- **What the task asks**
Those lines of the data that hold the word "street" are to be copied out.

[Excerpted data Boundary: Start]

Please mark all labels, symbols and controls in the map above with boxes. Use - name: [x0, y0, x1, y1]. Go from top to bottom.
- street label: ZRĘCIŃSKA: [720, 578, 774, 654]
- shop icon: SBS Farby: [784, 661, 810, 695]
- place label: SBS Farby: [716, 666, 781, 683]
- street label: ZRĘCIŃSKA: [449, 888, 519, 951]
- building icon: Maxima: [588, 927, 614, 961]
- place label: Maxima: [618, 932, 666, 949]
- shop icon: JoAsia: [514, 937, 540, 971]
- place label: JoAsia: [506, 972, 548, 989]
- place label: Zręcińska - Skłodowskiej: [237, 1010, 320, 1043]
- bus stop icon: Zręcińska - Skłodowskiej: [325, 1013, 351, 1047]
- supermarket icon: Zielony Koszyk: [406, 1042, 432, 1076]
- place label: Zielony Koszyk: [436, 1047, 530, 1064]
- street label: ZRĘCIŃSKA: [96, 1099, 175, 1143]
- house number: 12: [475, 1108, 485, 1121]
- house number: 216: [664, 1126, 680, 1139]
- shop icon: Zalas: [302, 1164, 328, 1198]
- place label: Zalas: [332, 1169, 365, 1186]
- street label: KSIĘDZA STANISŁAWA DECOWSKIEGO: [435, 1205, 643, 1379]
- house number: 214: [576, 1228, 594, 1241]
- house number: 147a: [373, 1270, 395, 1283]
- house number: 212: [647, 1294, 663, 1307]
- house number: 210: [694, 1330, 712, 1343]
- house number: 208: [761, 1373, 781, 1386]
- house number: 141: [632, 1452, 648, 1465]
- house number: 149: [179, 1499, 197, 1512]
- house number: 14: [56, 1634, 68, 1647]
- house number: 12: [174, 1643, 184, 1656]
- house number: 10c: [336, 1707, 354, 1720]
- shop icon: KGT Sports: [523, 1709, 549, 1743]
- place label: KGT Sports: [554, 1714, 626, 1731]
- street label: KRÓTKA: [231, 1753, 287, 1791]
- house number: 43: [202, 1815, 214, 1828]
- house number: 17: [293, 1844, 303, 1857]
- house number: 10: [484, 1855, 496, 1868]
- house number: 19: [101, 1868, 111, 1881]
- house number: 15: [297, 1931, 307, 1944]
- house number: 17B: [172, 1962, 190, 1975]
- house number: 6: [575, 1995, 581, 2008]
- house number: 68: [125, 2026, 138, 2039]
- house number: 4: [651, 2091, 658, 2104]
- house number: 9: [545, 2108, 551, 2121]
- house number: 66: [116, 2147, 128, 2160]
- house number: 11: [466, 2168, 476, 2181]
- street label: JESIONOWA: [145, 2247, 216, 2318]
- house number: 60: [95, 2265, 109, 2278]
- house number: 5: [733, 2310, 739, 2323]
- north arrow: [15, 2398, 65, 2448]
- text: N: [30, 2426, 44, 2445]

[Excerpted data Boundary: End]

- **Result below**
- street label: ZRĘCIŃSKA: [720, 578, 774, 654]
- street label: ZRĘCIŃSKA: [449, 888, 519, 951]
- street label: ZRĘCIŃSKA: [96, 1099, 175, 1143]
- street label: KSIĘDZA STANISŁAWA DECOWSKIEGO: [435, 1205, 643, 1379]
- street label: KRÓTKA: [231, 1753, 287, 1791]
- street label: JESIONOWA: [145, 2247, 216, 2318]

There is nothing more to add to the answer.